125 milioni le persone che oggi sono esposte all’amianto nei luoghi di lavoro e  circa 90.000 i decessi nel mondo ogni anno per mesotelioma, tumore del polmone correlato all’amianto e asbestosi: questi i dati secondo l’Organizzazione Mondiale della Sanità  che si leggono  nel Registro nazionale dei mesoteliomi (Renam) – giunto alla IV edizione –  cui è affidata la sorveglianza epidemiologica dei casi di mesotelioma dal Decreto del Presidente del Consiglio dei Ministri n. 308/2002. Il Registro raccoglie informazioni relative a 15.845 casi, fino dicembre 2011, e ha delle specifiche schede informative elaborate dai Centri Operativi Regionali in cui vengono analizzati i casi di mesotelioma in base alla sede anatomica di insorgenza, il livello di certezza diagnostica, il genere e la classe di età, il tipo di esposizione, la categoria economica di attività e mansioni, il periodo di incidenza. Leggiamo per esempio che "la prima esperienza di analisi dell’associazione fra cancro e lavoro viene storicamente attribuita alla segnalazione di Percival Pott sull’alta incidenza di tumore dello scroto negli spazzacamini nel 1775. La causa della malattia veniva indicata nella esposizione ai residui bituminosi della miscela di idrocarburi presenti nella fuliggine. Successivamente viene spesso ricordato il lavoro di Ludwig Rehn del 1895 che segnalava un incremento di casi di tumore della vescica in un’industria di coloranti tedesca. La malattia veniva erroneamente messa in relazione alla presenza di anilina mentre oggi sappiamo che l’agente causale era rappresentato da altre ammine aromatiche"

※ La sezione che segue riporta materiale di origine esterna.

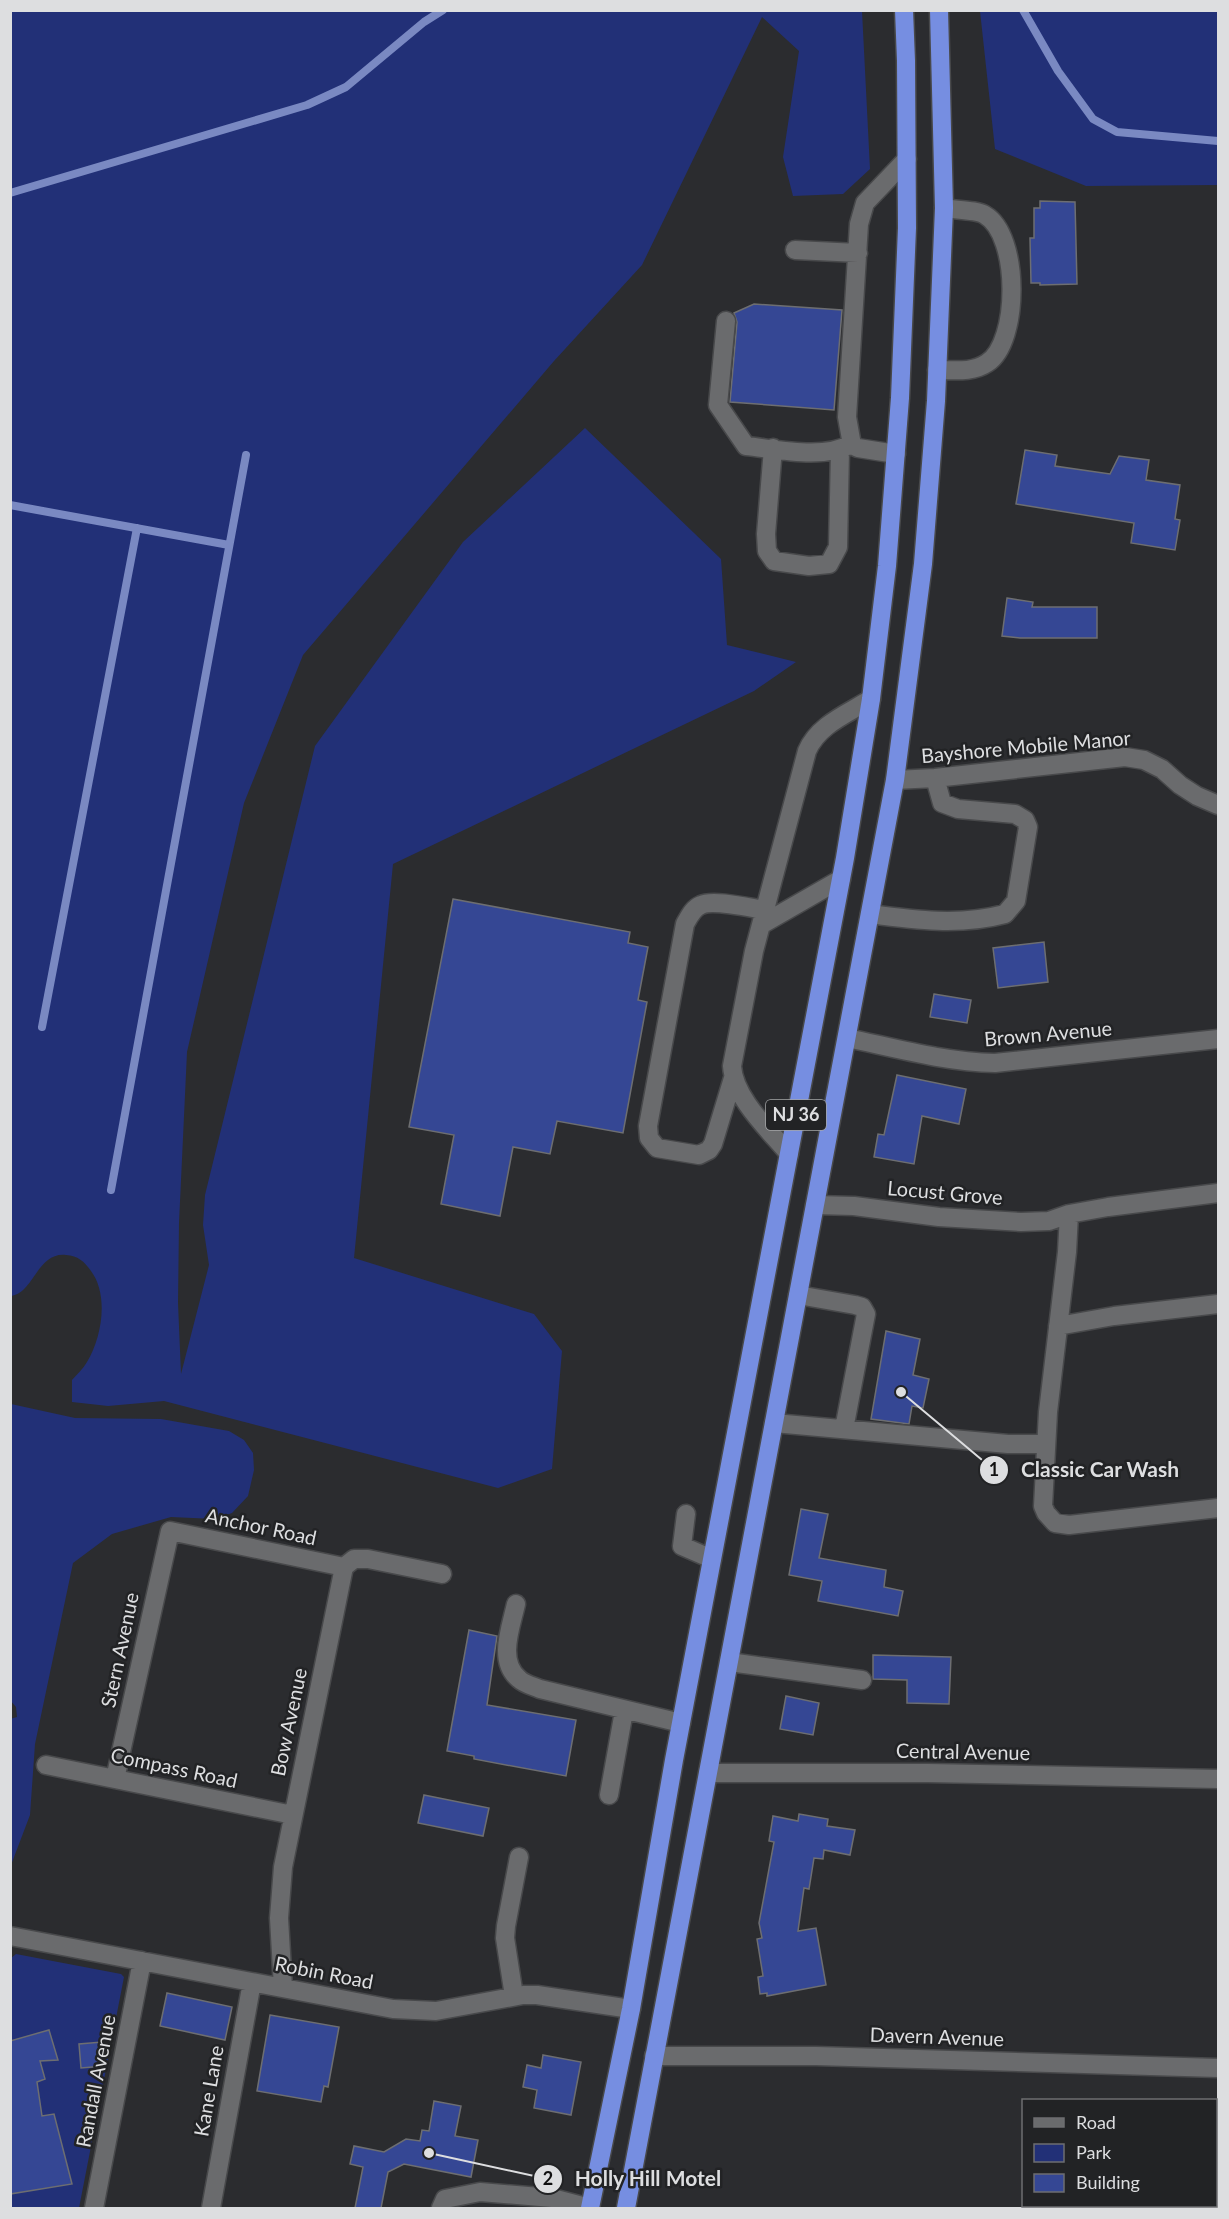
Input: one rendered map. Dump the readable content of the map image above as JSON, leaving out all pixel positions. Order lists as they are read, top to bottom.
{
  "streets": {
    "highway": ["NJ 36"],
    "street": [
      "Bayshore Mobile Manor",
      "Brown Avenue",
      "Locust Grove",
      "Anchor Road",
      "Stern Avenue",
      "Bow Avenue",
      "Central Avenue",
      "Compass Road",
      "Robin Road",
      "Davern Avenue",
      "Randall Avenue",
      "Kane Lane"
    ]
  },
  "crossings": [
    ["Bayshore Mobile Manor", "NJ 36"],
    ["Brown Avenue", "NJ 36"],
    ["NJ 36", "Locust Grove"],
    ["NJ 36", "Central Avenue"],
    ["NJ 36", "Robin Road"],
    ["NJ 36", "Davern Avenue"],
    ["Anchor Road", "Stern Avenue"],
    ["Anchor Road", "Bow Avenue"],
    ["Stern Avenue", "Compass Road"],
    ["Bow Avenue", "Compass Road"],
    ["Bow Avenue", "Robin Road"],
    ["Robin Road", "Randall Avenue"],
    ["Robin Road", "Kane Lane"]
  ],
  "places": ["Classic Car Wash", "Holly Hill Motel"],
  "legend": ["Road", "Park", "Building"]
}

A che punto siamo oggi in Italia, paese che fino agli anni ’80 era il secondo maggiore produttore europeo di amianto in fibra dopo l’Unione Sovietica e il maggiore della Comunità Europea? Fino al 1992, anno del primo atto normativo di regolazione su base nazionale della sorveglianza epidemiologica dei tumori di origine professionale contenuto nel Decreto Legislativo n. 277 del 1991 recante "disposizioni per la protezione dei lavoratori da piombo, amianto e rumore"

Se n’è discusso  a Bari il 29 e 30 gennaio nella III Consensus Conference Nazionale per il controllo del mesotelioma maligno della pleura, con il patrocinio dell’AIOM.
Un’occasione di riflessione che ha riunito non solo medici, ma anche cittadini, associazioni di malati e diversi esperti della comunicazione come attori diretti del processo di sensibilizzazione del rischio che sembra ancora essere molto sotto soglia. I dati  del Ministero dell’Ambiente, aggiornati al 26 novembre 2014, parlano di 35.521 siti ancora da bonificare. E proprio Bari, fino al 1985 sede dello stabilimento “Fibronit”, fabbrica di manufatti a base di materiali altamente cancerogeni, è una delle aree più a rischio. E poi il caso “Ilva” a Taranto. Nella Regione sono 814 le diagnosi di mesotelioma in quindici anni (1993-2008).
L’area più a rischio in Italia è quella di Casale Monferrato, dove la fabbrica Eternit ha provocato più di 1.700 vittime. Ma non bisogna dimenticare altri siti di interesse nazionale: Broni-Fibronit (PV), Priolo-Eternit Siciliana (SR), Balangero-Cava Monte S.Vittore (TO), Napoli Bagnoli-Eternit, Tito-exLiquichimica (PO), Biancavilla-Cave Monte Calvario (CT) e Emarese-Cave di Pietra (AO).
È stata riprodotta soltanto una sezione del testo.